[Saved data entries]
*** Begin section ***
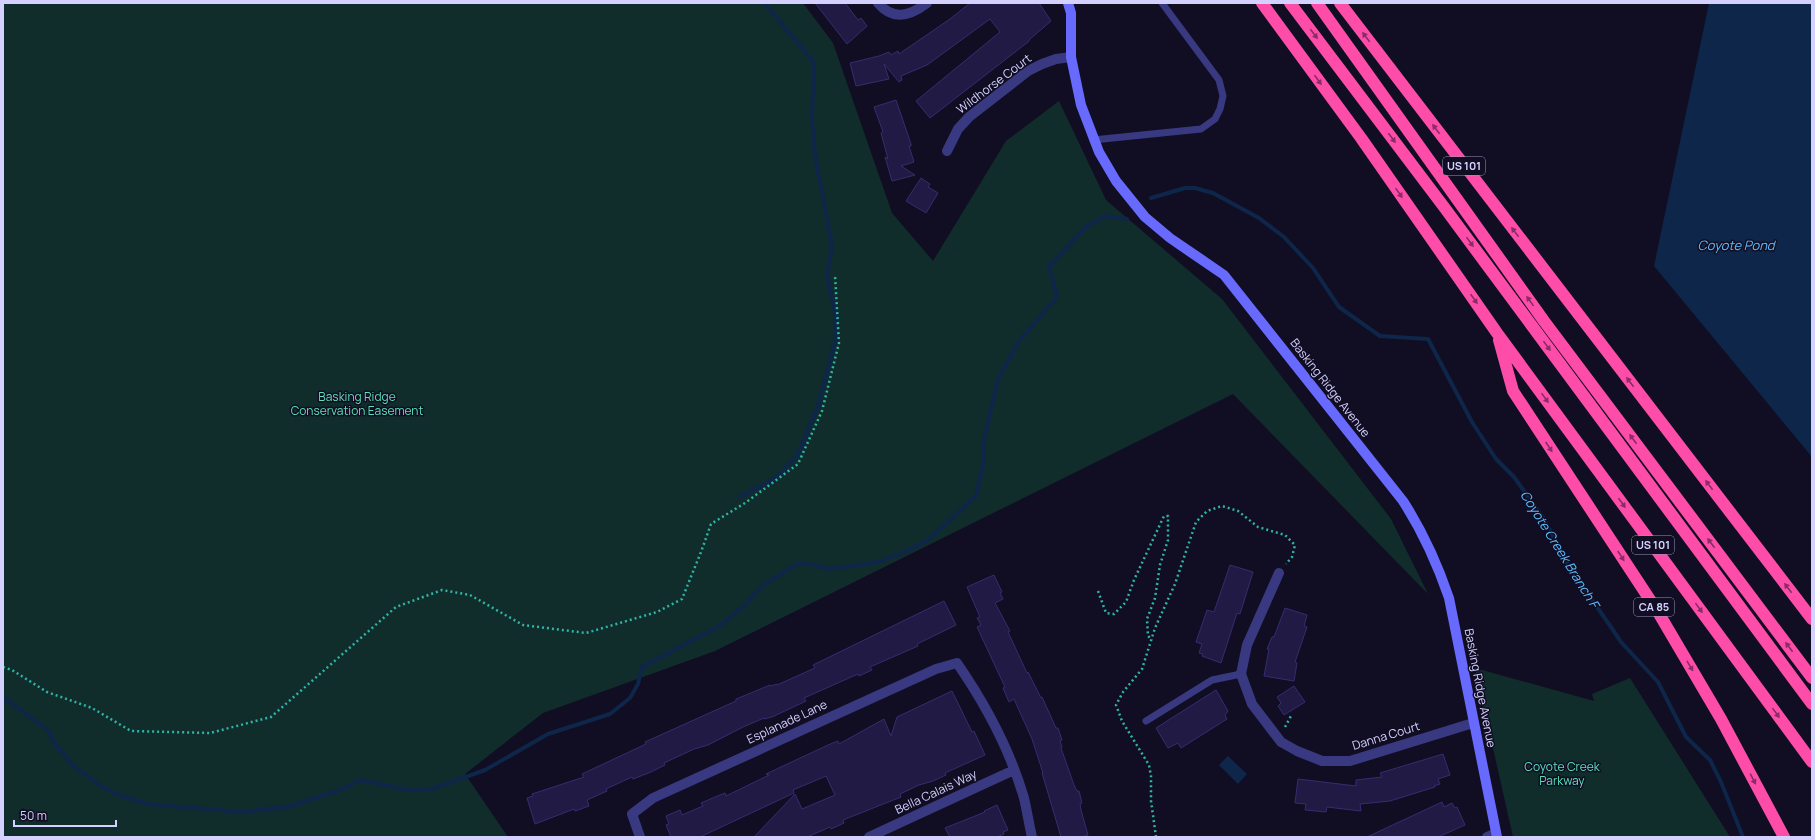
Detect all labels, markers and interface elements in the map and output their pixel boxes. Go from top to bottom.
one-way arrow [1309,29,1318,40]
one-way arrow [1362,32,1370,43]
street label: Wildhorse Court [953,50,1035,117]
one-way arrow [1314,75,1322,85]
one-way arrow [1432,124,1441,135]
one-way arrow [1388,132,1396,143]
road number: US 101 [1443,157,1485,175]
one-way arrow [1395,188,1403,198]
one-way arrow [1511,227,1520,238]
one-way arrow [1466,236,1474,247]
water label: Coyote Pond [1697,236,1777,254]
one-way arrow [1470,294,1478,305]
one-way arrow [1525,296,1534,307]
street label: Basking Ridge Avenue [1287,335,1374,441]
one-way arrow [1543,341,1552,352]
one-way arrow [1626,377,1634,387]
park label: Basking Ridge Conservation Easement [291,388,424,419]
one-way arrow [1541,393,1549,403]
one-way arrow [1629,433,1637,444]
one-way arrow [1546,441,1553,453]
one-way arrow [1705,480,1713,491]
water label: Coyote Creek Branch F [1516,487,1605,613]
one-way arrow [1618,497,1626,508]
road number: US 101 [1632,536,1674,554]
one-way arrow [1707,537,1715,548]
one-way arrow [1617,550,1624,562]
one-way arrow [1784,583,1793,594]
road number: CA 85 [1634,598,1674,616]
one-way arrow [1695,602,1703,613]
street label: Basking Ridge Avenue [1461,627,1500,749]
one-way arrow [1785,641,1793,652]
one-way arrow [1686,660,1693,672]
street label: Esplanade Lane [744,695,830,748]
one-way arrow [1772,707,1780,718]
street label: Danna Court [1350,717,1422,754]
park label: Coyote Creek Parkway [1524,758,1601,789]
street label: Bella Calais Way [892,765,980,818]
one-way arrow [1750,774,1756,785]
scale bar [14,802,116,828]
text: 50 m [20,807,47,824]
*** End section ***
▶ YOUR INSTRUCTIONS
Go line by line through the data and copy any that contain "Ridge".

▶ WRITTEN SOLUTION
street label: Basking Ridge Avenue [1287,335,1374,441]
park label: Basking Ridge Conservation Easement [291,388,424,419]
street label: Basking Ridge Avenue [1461,627,1500,749]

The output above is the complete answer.